Collected data entries
*** Block opens ***

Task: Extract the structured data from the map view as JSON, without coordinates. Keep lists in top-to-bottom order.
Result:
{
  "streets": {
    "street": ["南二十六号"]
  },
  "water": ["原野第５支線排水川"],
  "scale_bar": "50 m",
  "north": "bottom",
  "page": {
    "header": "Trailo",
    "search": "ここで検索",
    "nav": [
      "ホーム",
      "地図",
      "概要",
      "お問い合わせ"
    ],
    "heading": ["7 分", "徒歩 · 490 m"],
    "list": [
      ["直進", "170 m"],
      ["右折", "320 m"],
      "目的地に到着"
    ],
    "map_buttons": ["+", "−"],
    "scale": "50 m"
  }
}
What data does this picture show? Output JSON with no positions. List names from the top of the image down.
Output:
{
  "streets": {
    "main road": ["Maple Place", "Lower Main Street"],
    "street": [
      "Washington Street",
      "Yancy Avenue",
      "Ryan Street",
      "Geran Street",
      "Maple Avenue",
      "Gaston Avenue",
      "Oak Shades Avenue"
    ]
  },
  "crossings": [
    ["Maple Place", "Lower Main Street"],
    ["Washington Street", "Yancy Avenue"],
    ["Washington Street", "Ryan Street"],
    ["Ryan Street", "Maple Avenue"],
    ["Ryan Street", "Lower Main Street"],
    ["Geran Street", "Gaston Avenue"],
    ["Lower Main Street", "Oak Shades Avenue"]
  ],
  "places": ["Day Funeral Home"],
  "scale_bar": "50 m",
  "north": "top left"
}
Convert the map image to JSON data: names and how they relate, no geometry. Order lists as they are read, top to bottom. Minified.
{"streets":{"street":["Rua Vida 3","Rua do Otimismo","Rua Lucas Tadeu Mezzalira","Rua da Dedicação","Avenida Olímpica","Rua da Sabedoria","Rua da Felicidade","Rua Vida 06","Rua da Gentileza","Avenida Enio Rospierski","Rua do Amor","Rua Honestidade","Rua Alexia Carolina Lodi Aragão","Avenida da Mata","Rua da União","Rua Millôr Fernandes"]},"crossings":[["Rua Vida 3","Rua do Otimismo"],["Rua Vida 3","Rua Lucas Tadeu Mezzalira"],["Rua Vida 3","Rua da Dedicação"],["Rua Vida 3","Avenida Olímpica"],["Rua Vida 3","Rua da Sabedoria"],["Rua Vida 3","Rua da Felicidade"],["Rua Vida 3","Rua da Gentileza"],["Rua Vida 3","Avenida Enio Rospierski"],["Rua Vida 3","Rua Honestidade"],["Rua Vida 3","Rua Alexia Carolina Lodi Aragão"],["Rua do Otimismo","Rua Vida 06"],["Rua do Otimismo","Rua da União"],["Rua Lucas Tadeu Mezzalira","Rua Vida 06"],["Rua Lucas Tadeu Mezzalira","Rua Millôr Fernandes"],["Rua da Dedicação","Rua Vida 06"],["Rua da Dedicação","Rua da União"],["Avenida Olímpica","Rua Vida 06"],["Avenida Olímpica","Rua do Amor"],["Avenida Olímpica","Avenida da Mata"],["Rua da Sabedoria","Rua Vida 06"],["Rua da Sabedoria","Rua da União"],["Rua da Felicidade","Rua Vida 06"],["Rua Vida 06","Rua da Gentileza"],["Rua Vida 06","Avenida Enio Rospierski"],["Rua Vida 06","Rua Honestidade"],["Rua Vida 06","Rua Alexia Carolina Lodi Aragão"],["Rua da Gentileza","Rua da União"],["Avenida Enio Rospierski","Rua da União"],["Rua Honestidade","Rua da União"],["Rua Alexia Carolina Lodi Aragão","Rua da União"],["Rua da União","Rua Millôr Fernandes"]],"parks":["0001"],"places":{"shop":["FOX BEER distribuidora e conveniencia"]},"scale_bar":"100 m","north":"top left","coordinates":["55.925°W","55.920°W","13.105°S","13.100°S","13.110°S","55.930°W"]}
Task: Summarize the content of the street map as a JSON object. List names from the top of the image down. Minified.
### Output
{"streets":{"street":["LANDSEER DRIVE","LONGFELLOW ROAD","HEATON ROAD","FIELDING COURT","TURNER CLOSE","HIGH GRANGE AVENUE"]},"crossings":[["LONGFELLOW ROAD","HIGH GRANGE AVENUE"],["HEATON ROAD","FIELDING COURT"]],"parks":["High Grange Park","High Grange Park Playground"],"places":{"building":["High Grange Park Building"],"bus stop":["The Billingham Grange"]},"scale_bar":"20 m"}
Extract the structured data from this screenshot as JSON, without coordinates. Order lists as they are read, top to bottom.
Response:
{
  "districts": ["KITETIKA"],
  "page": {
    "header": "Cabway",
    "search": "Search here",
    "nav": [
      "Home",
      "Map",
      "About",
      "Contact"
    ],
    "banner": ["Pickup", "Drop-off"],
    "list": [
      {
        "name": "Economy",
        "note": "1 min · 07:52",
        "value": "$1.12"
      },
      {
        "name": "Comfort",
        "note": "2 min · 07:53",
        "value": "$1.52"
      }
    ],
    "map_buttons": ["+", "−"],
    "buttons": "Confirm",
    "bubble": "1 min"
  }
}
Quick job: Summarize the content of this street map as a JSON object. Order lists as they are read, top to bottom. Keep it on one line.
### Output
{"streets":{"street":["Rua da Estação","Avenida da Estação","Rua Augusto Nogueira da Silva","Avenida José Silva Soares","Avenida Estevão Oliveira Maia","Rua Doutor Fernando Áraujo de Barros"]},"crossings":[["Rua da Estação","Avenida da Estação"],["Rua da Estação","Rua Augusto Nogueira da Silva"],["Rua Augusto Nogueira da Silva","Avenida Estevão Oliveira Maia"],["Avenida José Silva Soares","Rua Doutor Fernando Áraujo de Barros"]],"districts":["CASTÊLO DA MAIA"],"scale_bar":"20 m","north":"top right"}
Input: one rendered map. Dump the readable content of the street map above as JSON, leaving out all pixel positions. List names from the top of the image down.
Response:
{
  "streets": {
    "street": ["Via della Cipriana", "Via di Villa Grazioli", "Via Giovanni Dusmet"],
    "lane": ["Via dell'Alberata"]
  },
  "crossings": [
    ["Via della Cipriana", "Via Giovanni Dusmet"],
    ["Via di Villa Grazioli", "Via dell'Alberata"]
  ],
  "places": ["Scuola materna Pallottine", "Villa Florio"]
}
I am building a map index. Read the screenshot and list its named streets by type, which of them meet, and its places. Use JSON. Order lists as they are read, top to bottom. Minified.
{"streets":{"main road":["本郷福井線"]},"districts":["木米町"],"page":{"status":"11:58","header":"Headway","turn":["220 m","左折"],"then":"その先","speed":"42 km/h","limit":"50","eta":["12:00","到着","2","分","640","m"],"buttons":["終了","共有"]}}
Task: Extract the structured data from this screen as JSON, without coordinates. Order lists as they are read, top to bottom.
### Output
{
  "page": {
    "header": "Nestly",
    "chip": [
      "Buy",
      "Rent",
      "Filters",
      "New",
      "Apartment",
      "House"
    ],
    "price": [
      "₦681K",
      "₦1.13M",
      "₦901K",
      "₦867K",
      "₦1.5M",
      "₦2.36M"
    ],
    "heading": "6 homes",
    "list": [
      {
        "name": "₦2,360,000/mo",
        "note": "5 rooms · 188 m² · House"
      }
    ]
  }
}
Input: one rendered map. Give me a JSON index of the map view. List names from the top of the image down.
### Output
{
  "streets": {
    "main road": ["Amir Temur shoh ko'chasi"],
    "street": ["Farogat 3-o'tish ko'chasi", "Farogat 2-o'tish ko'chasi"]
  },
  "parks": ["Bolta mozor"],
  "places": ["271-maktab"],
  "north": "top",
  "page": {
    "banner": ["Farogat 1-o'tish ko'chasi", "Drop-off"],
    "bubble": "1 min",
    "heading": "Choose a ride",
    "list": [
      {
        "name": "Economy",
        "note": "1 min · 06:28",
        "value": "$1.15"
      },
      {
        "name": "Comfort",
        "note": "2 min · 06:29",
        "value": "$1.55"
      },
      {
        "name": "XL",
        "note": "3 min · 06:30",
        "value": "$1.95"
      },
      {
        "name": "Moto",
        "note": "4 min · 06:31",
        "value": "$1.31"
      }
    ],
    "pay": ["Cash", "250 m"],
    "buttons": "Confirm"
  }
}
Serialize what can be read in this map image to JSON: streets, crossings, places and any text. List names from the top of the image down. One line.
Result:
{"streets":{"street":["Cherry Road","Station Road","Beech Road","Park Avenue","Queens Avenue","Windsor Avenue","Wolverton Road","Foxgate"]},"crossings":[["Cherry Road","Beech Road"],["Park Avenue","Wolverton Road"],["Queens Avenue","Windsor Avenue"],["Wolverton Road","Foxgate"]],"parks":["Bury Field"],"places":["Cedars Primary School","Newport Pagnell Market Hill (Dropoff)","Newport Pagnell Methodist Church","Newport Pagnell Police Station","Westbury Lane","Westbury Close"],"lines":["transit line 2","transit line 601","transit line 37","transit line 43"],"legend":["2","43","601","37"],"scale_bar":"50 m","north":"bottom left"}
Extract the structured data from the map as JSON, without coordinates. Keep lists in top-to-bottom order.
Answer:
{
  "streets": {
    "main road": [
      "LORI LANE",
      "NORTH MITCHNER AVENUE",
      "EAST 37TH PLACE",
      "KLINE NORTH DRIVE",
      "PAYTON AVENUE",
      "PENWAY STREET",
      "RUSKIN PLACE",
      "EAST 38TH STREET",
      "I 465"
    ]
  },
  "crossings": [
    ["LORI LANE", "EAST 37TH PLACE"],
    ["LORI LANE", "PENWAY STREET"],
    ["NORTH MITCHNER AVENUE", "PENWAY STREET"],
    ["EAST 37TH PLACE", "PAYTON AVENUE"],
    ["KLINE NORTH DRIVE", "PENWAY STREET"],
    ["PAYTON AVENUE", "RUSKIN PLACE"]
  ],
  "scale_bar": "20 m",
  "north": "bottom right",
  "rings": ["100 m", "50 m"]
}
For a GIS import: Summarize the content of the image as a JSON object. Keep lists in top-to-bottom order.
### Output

*** Block closes ***

* _REQUIREMENT_: Set down, unchanged, only those lines above that fall between the line with "Convert the map" and the line with "Task: Summarize the", the two end lines included.

* _EXERCISE ANSWER_:
Convert the map image to JSON data: names and how they relate, no geometry. Order lists as they are read, top to bottom. Minified.
{"streets":{"street":["Rua Vida 3","Rua do Otimismo","Rua Lucas Tadeu Mezzalira","Rua da Dedicação","Avenida Olímpica","Rua da Sabedoria","Rua da Felicidade","Rua Vida 06","Rua da Gentileza","Avenida Enio Rospierski","Rua do Amor","Rua Honestidade","Rua Alexia Carolina Lodi Aragão","Avenida da Mata","Rua da União","Rua Millôr Fernandes"]},"crossings":[["Rua Vida 3","Rua do Otimismo"],["Rua Vida 3","Rua Lucas Tadeu Mezzalira"],["Rua Vida 3","Rua da Dedicação"],["Rua Vida 3","Avenida Olímpica"],["Rua Vida 3","Rua da Sabedoria"],["Rua Vida 3","Rua da Felicidade"],["Rua Vida 3","Rua da Gentileza"],["Rua Vida 3","Avenida Enio Rospierski"],["Rua Vida 3","Rua Honestidade"],["Rua Vida 3","Rua Alexia Carolina Lodi Aragão"],["Rua do Otimismo","Rua Vida 06"],["Rua do Otimismo","Rua da União"],["Rua Lucas Tadeu Mezzalira","Rua Vida 06"],["Rua Lucas Tadeu Mezzalira","Rua Millôr Fernandes"],["Rua da Dedicação","Rua Vida 06"],["Rua da Dedicação","Rua da União"],["Avenida Olímpica","Rua Vida 06"],["Avenida Olímpica","Rua do Amor"],["Avenida Olímpica","Avenida da Mata"],["Rua da Sabedoria","Rua Vida 06"],["Rua da Sabedoria","Rua da União"],["Rua da Felicidade","Rua Vida 06"],["Rua Vida 06","Rua da Gentileza"],["Rua Vida 06","Avenida Enio Rospierski"],["Rua Vida 06","Rua Honestidade"],["Rua Vida 06","Rua Alexia Carolina Lodi Aragão"],["Rua da Gentileza","Rua da União"],["Avenida Enio Rospierski","Rua da União"],["Rua Honestidade","Rua da União"],["Rua Alexia Carolina Lodi Aragão","Rua da União"],["Rua da União","Rua Millôr Fernandes"]],"parks":["0001"],"places":{"shop":["FOX BEER distribuidora e conveniencia"]},"scale_bar":"100 m","north":"top left","coordinates":["55.925°W","55.920°W","13.105°S","13.100°S","13.110°S","55.930°W"]}
Task: Summarize the content of the street map as a JSON object. List names from the top of the image down. Minified.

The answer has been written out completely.